§ Task data:
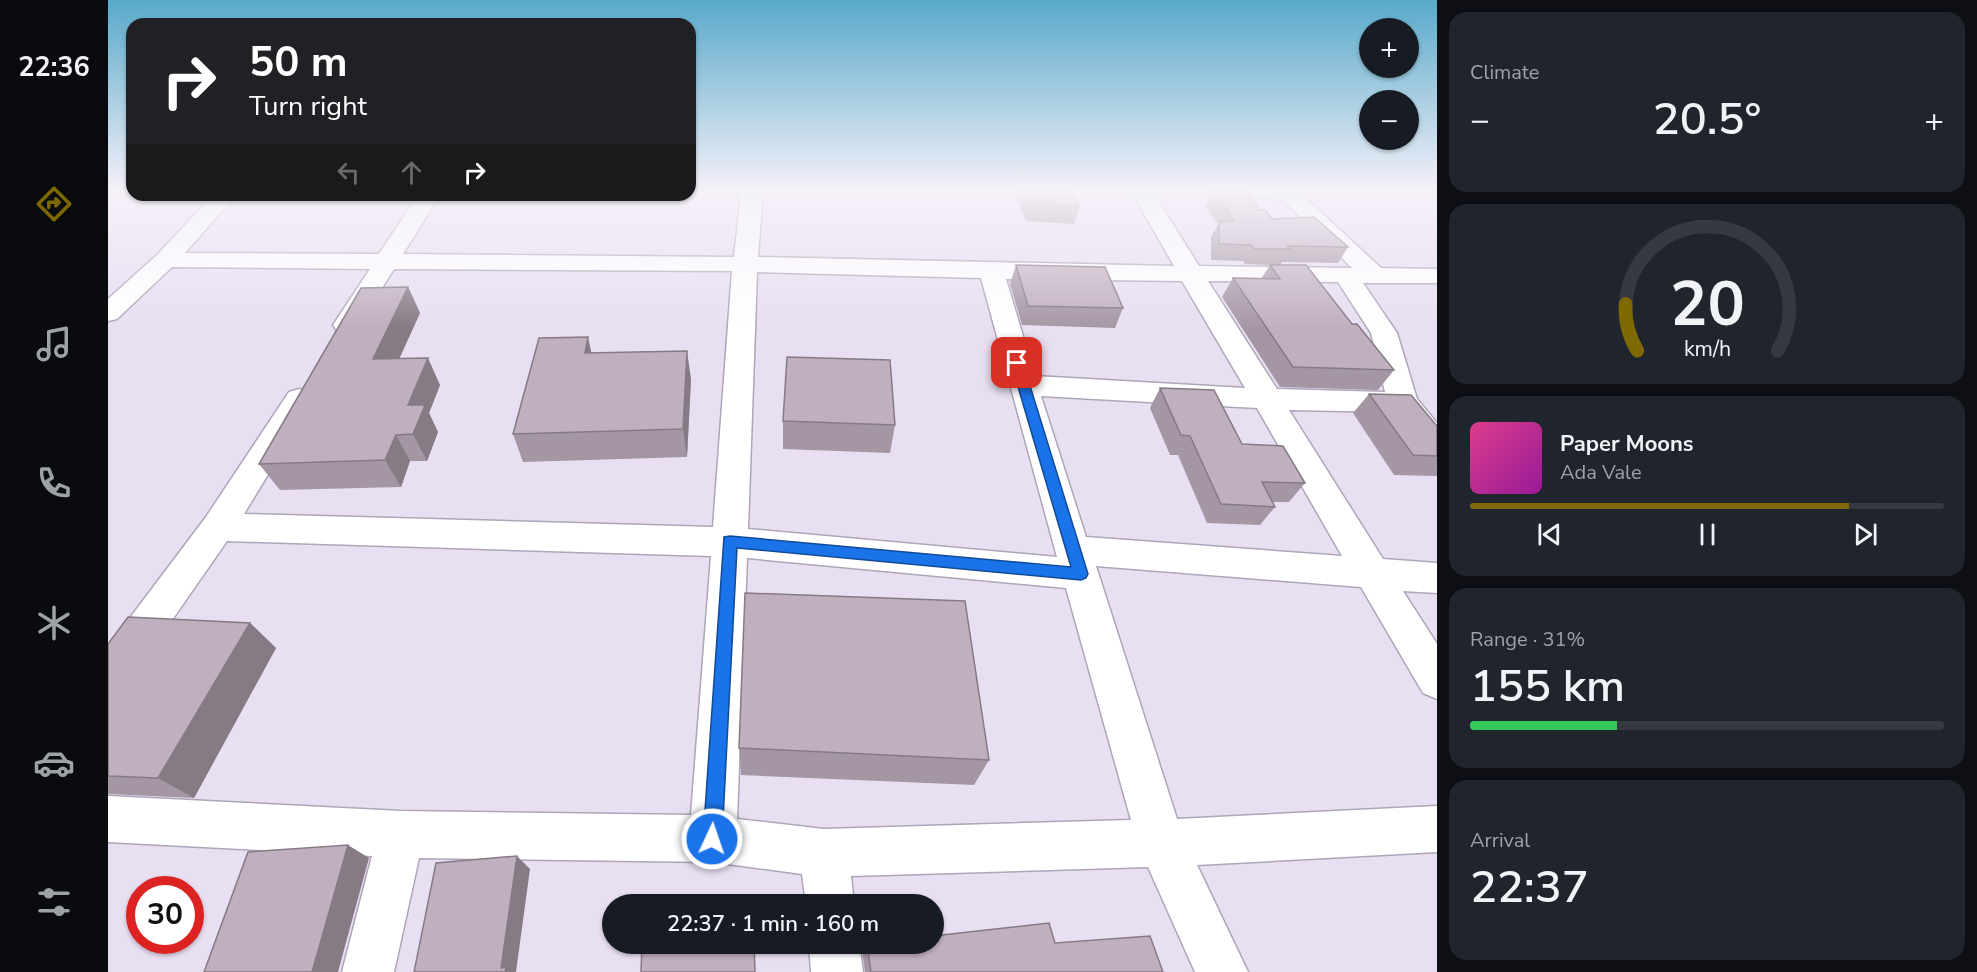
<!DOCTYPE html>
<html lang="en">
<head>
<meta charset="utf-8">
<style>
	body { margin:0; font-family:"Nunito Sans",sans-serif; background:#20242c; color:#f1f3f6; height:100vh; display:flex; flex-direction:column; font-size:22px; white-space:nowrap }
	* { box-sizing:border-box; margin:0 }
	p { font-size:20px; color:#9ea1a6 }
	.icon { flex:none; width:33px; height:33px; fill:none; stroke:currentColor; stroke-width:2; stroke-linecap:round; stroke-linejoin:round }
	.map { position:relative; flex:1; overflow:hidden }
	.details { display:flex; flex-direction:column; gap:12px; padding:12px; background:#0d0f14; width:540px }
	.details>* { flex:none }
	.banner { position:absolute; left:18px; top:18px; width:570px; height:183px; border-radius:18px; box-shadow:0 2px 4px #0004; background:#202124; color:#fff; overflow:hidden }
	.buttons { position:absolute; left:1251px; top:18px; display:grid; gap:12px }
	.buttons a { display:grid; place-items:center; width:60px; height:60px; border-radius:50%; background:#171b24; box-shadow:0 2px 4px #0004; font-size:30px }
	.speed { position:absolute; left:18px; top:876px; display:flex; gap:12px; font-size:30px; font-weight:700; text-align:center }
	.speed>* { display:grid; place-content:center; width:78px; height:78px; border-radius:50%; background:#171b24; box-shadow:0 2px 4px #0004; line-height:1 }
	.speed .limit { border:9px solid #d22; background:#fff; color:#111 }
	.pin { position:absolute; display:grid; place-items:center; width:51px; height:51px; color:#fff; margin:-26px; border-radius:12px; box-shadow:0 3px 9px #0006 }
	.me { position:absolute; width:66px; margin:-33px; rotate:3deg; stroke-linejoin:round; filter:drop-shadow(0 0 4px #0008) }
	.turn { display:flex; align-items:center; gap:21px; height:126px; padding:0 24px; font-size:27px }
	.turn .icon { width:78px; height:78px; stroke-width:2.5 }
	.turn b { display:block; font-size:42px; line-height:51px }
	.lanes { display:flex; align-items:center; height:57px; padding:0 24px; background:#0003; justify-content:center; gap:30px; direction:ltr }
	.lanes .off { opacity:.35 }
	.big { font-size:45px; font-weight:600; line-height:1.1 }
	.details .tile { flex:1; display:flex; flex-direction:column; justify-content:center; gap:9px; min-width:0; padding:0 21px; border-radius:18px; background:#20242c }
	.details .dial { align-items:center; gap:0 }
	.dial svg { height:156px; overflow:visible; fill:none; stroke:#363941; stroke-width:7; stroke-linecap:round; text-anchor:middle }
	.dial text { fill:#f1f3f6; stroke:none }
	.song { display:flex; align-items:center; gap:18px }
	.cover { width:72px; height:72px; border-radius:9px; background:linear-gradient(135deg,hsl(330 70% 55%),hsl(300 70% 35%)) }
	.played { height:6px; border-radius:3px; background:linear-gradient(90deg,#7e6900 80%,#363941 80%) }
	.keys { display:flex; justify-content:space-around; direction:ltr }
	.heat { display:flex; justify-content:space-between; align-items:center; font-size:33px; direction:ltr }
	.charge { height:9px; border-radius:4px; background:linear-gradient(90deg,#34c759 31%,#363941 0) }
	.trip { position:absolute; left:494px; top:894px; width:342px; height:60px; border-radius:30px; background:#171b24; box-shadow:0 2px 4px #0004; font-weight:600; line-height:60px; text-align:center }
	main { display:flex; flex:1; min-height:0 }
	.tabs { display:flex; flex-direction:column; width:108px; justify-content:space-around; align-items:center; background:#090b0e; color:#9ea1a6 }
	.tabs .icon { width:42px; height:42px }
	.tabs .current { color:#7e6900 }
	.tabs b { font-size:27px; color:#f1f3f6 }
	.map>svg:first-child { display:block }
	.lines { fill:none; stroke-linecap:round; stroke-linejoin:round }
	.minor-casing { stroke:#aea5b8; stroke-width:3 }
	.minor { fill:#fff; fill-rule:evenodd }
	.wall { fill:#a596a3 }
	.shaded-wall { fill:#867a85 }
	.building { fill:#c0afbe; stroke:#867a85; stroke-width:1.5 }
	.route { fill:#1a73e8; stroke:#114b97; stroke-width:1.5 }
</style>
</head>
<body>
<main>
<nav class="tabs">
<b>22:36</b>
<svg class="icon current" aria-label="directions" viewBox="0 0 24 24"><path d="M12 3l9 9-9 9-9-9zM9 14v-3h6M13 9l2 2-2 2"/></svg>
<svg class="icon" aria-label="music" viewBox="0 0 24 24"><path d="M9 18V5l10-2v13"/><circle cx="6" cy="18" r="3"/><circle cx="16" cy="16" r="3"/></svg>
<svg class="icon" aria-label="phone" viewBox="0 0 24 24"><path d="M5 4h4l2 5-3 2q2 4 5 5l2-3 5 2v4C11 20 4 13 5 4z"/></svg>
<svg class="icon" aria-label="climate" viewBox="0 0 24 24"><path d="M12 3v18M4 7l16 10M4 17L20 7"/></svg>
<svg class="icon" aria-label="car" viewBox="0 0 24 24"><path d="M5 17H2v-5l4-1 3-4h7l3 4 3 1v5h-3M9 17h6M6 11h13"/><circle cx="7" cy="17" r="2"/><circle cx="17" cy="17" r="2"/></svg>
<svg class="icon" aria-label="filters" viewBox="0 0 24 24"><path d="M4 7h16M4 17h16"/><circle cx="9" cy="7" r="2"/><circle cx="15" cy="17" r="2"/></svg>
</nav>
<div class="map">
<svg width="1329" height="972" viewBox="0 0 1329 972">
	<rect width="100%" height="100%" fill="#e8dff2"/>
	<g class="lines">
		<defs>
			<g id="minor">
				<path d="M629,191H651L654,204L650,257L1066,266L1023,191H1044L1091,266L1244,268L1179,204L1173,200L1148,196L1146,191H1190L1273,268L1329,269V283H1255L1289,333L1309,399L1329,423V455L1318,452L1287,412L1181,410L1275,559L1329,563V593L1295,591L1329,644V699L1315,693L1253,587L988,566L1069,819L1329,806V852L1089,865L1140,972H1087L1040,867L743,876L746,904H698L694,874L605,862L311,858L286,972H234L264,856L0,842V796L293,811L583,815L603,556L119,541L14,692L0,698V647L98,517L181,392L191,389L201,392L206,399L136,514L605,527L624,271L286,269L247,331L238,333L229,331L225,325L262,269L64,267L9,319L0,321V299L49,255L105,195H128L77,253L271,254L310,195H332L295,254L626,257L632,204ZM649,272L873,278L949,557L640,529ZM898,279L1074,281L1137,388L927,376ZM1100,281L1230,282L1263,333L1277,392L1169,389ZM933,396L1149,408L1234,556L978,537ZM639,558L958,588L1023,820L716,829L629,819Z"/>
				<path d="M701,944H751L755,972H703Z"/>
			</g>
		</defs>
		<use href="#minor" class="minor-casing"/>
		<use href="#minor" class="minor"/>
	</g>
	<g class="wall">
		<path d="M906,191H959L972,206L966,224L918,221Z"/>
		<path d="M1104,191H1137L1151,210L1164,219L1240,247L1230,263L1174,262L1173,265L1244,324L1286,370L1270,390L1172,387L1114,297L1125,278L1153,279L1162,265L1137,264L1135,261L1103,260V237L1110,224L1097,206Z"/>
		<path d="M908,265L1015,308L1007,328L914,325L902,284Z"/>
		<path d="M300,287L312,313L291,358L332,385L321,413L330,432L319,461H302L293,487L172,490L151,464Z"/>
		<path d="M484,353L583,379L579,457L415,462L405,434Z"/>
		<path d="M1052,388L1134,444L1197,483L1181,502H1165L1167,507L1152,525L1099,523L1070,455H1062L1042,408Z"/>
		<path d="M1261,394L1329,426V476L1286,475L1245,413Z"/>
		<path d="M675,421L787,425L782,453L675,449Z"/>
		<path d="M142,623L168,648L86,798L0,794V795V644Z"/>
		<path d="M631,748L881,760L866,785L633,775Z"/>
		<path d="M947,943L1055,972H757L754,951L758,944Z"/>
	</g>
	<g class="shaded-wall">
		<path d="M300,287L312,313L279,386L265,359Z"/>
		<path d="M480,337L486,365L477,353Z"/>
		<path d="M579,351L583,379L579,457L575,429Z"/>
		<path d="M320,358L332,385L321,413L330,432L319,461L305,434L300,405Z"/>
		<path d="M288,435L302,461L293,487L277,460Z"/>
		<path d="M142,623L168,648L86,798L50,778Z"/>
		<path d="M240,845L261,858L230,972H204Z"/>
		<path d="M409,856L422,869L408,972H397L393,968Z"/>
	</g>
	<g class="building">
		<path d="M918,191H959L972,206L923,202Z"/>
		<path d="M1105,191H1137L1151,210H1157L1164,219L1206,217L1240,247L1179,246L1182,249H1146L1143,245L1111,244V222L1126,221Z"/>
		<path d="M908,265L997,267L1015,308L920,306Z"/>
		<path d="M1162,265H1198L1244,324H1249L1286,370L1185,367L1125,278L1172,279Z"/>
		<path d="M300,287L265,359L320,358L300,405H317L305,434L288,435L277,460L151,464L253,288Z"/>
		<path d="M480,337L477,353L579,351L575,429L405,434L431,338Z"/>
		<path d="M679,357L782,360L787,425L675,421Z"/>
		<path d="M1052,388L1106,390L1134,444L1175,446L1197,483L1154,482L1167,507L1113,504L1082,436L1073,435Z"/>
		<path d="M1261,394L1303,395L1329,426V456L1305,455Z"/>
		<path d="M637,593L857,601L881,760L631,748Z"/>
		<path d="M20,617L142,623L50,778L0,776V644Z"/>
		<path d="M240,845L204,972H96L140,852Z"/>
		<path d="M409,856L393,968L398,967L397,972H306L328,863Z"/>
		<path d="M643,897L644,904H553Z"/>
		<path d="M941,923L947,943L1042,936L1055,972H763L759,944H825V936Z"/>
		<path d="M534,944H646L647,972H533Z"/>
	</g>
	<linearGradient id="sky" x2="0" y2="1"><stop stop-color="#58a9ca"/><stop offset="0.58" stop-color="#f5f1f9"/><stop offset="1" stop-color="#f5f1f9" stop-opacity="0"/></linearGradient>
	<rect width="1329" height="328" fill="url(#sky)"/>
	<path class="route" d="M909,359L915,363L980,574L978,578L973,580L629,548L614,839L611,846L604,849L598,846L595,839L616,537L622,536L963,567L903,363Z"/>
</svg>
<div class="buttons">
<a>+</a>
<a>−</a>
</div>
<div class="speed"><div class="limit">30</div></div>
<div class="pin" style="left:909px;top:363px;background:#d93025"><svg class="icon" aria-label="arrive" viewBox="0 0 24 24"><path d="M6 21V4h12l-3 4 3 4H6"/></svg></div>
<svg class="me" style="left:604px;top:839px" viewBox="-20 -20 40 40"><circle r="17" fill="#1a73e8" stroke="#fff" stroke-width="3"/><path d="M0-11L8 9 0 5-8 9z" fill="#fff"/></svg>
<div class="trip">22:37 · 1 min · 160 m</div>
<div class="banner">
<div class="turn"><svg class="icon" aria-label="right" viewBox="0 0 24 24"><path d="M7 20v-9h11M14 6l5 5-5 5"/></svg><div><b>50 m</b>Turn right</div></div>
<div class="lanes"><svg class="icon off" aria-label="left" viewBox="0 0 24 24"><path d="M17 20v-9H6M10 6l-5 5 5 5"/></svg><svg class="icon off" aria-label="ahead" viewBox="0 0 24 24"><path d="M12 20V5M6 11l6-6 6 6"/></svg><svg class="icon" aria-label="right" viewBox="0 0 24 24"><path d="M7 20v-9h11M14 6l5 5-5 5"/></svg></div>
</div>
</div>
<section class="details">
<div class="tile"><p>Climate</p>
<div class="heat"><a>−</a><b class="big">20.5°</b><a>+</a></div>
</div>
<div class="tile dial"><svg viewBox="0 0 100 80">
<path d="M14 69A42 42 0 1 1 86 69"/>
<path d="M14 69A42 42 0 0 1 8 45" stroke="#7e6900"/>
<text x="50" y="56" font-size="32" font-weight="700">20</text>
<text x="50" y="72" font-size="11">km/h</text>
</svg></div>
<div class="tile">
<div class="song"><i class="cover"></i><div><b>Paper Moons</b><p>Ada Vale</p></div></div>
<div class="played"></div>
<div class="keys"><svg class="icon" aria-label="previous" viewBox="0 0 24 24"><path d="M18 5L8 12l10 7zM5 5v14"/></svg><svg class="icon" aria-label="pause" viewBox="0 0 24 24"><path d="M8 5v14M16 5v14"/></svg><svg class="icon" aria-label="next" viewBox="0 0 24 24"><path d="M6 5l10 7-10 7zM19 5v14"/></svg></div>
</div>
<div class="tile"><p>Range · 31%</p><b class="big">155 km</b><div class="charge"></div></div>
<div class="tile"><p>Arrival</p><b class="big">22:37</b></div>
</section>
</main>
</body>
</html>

§ Task instructions: Go through the listing above and write out exactly the lines starting with the one holding "position:absolute; width:66px; margin:-33px;" and running through the one holding "font-size:45px; font-weight:600; line-height:1.1", ends included, and no others.

§ Your solution:
	.me { position:absolute; width:66px; margin:-33px; rotate:3deg; stroke-linejoin:round; filter:drop-shadow(0 0 4px #0008) }
	.turn { display:flex; align-items:center; gap:21px; height:126px; padding:0 24px; font-size:27px }
	.turn .icon { width:78px; height:78px; stroke-width:2.5 }
	.turn b { display:block; font-size:42px; line-height:51px }
	.lanes { display:flex; align-items:center; height:57px; padding:0 24px; background:#0003; justify-content:center; gap:30px; direction:ltr }
	.lanes .off { opacity:.35 }
	.big { font-size:45px; font-weight:600; line-height:1.1 }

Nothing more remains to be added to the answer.